**Exercise instructions:** The response should be exactly the number of lines in the material below that contain the word "Sudsville".

**Supplied entries:**
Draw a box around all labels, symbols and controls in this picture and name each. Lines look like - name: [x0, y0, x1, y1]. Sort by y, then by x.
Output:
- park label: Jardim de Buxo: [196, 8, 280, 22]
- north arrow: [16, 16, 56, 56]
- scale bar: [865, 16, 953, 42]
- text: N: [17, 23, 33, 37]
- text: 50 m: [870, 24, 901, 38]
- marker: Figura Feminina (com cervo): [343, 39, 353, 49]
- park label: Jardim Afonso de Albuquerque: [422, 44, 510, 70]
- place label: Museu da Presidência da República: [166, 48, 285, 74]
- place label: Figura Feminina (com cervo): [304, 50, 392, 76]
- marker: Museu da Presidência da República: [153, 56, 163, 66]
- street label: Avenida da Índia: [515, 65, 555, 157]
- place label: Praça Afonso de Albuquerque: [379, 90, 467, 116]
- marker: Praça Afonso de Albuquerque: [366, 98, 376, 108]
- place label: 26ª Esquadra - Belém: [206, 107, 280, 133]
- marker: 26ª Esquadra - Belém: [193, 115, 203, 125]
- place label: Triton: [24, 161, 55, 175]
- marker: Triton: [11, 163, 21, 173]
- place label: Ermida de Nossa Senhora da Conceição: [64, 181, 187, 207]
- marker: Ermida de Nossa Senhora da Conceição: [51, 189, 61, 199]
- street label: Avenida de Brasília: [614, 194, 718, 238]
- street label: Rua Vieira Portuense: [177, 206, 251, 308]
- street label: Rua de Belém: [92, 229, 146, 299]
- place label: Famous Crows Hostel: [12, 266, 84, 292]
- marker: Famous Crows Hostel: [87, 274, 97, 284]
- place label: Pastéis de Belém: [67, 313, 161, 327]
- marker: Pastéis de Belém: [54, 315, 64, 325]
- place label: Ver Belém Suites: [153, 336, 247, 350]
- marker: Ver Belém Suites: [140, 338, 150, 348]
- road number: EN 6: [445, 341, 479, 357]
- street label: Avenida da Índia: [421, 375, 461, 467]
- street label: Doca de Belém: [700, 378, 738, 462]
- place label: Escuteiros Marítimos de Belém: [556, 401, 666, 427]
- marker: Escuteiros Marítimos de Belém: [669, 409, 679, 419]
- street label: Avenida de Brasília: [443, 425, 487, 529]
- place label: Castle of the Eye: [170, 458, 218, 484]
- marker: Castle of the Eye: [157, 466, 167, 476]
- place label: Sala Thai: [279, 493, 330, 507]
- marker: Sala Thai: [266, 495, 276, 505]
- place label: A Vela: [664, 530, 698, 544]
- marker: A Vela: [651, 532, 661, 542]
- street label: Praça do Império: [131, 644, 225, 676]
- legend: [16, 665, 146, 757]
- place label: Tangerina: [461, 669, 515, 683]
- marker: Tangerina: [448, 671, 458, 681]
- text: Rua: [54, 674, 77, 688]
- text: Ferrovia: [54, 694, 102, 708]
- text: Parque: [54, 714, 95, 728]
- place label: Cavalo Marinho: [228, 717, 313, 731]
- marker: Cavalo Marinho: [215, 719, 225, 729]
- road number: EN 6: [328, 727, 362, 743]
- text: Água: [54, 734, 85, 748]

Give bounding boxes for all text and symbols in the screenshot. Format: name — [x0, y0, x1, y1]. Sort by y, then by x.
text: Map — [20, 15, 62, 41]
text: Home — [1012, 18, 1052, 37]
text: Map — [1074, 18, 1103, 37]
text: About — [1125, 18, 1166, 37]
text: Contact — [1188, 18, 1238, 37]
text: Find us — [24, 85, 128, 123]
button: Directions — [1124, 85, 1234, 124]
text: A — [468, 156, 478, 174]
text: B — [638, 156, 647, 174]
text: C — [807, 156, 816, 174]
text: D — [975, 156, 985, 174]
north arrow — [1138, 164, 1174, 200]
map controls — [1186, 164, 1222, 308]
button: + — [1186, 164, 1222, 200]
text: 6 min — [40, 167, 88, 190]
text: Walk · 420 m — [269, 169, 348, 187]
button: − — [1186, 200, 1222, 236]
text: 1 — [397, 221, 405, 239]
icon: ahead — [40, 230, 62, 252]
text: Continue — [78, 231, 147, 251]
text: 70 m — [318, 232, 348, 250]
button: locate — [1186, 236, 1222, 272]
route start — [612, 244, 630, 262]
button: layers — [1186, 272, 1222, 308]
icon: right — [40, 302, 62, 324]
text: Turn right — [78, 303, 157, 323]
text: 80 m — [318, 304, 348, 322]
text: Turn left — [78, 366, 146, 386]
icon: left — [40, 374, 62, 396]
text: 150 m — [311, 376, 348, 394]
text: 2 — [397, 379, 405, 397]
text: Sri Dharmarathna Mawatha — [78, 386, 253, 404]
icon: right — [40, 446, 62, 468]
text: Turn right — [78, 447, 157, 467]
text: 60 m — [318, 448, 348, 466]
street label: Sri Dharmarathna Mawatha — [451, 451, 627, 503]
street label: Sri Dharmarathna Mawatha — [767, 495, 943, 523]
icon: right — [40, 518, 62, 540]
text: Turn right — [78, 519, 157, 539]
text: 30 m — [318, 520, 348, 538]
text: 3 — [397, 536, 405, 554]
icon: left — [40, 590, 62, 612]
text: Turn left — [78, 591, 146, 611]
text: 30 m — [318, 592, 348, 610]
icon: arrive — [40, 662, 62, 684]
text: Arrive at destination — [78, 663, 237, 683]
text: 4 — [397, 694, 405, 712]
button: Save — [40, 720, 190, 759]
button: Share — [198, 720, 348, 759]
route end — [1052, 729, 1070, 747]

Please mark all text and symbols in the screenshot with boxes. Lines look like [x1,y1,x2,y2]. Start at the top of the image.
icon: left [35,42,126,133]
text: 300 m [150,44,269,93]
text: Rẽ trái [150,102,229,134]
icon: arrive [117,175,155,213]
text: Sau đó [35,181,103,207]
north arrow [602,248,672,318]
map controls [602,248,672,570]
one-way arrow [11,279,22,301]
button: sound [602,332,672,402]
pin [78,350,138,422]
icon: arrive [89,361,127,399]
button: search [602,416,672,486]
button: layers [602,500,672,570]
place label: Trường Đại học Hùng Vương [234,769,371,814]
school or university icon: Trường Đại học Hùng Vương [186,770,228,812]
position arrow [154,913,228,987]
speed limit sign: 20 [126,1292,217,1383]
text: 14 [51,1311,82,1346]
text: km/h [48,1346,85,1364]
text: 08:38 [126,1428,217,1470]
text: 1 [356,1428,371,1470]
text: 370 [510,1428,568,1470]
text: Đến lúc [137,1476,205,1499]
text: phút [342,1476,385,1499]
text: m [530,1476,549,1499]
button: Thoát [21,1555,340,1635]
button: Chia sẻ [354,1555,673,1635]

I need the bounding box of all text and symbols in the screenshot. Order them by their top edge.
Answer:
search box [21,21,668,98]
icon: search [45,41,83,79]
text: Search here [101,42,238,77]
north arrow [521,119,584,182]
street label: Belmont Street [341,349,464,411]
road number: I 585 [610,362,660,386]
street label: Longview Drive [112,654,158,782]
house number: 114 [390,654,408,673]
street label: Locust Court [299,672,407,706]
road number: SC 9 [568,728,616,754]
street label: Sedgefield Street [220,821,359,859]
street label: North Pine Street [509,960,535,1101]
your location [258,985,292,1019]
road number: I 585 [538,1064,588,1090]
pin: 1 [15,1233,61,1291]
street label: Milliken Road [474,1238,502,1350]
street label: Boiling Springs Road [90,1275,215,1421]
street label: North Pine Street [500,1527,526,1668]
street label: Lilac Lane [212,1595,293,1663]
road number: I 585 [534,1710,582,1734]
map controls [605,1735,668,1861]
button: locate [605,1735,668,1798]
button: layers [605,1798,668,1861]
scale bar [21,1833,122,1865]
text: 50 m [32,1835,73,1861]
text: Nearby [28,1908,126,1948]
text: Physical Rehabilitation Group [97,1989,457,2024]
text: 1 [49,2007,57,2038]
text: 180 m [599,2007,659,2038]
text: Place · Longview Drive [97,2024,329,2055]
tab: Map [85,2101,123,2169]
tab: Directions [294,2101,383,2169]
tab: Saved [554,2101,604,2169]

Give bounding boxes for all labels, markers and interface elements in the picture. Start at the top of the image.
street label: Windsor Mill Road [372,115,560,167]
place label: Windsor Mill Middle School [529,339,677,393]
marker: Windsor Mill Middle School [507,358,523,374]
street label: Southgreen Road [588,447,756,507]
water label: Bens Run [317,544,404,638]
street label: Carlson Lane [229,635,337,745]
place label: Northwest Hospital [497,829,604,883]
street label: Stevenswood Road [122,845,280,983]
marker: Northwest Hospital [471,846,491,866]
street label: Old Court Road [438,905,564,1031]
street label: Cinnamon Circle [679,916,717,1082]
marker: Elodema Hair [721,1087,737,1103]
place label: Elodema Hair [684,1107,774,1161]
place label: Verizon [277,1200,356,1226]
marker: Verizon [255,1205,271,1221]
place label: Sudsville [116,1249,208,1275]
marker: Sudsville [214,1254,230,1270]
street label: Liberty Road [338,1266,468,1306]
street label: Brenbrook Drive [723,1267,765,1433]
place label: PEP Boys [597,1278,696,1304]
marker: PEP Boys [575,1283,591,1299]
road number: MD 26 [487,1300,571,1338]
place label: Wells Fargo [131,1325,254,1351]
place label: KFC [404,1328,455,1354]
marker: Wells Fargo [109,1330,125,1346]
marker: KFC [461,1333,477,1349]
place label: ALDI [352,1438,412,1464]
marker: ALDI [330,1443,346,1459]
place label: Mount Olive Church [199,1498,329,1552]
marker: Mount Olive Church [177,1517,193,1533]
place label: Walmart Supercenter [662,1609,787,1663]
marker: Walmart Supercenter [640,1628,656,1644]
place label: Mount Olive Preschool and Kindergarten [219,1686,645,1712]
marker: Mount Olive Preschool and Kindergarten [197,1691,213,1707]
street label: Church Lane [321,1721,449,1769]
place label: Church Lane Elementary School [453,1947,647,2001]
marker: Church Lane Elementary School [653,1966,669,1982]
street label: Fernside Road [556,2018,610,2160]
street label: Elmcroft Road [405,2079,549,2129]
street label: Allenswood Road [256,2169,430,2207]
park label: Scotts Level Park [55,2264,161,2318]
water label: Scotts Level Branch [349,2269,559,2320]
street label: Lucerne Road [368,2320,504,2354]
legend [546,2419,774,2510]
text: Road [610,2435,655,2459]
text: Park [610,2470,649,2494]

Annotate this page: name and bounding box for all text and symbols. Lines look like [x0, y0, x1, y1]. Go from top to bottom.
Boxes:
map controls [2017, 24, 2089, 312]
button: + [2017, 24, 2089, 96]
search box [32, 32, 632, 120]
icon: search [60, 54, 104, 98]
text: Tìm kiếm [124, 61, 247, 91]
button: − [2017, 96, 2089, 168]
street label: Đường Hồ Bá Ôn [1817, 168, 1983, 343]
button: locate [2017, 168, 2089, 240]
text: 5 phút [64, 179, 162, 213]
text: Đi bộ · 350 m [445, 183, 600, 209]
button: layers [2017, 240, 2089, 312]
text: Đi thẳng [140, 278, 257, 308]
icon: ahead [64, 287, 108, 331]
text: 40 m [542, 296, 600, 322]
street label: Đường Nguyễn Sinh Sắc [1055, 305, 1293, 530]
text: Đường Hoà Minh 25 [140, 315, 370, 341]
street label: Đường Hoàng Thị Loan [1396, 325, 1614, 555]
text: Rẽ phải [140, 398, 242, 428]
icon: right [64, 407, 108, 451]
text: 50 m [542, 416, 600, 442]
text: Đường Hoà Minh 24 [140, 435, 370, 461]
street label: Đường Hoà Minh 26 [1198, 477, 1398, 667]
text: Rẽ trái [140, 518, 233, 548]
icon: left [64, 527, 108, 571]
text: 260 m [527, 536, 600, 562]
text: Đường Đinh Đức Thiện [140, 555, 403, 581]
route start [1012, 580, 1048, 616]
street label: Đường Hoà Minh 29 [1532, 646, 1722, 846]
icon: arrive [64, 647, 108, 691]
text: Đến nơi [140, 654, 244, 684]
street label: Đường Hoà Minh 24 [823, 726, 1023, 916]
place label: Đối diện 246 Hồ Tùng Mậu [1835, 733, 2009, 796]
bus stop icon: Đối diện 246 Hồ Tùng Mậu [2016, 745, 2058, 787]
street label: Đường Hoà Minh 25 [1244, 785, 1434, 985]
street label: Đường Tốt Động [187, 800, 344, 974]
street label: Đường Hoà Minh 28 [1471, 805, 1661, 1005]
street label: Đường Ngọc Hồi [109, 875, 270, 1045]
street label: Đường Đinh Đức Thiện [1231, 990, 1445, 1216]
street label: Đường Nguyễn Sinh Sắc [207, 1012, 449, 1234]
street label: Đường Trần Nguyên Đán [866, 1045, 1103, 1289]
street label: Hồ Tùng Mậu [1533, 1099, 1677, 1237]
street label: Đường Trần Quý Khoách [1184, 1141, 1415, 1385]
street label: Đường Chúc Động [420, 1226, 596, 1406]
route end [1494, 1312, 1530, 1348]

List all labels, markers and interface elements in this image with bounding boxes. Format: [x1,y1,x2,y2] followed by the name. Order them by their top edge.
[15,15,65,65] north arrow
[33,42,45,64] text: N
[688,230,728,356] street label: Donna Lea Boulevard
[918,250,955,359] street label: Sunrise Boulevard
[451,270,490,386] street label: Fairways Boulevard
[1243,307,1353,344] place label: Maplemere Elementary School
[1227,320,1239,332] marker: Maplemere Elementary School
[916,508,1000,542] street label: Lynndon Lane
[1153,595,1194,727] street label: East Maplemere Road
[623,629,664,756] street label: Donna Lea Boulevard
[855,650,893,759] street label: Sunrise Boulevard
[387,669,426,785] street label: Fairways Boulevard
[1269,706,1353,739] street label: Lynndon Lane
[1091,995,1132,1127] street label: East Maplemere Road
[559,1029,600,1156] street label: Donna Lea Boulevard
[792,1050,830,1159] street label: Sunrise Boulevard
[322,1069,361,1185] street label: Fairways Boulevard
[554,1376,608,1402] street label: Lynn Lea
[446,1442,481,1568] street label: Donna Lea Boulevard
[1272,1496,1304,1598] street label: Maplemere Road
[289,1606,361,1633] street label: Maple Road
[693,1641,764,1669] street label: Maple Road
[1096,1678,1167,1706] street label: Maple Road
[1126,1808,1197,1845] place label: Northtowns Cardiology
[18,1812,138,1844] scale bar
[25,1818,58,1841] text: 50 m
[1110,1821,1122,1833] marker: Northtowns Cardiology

**Answer to the problem:** 2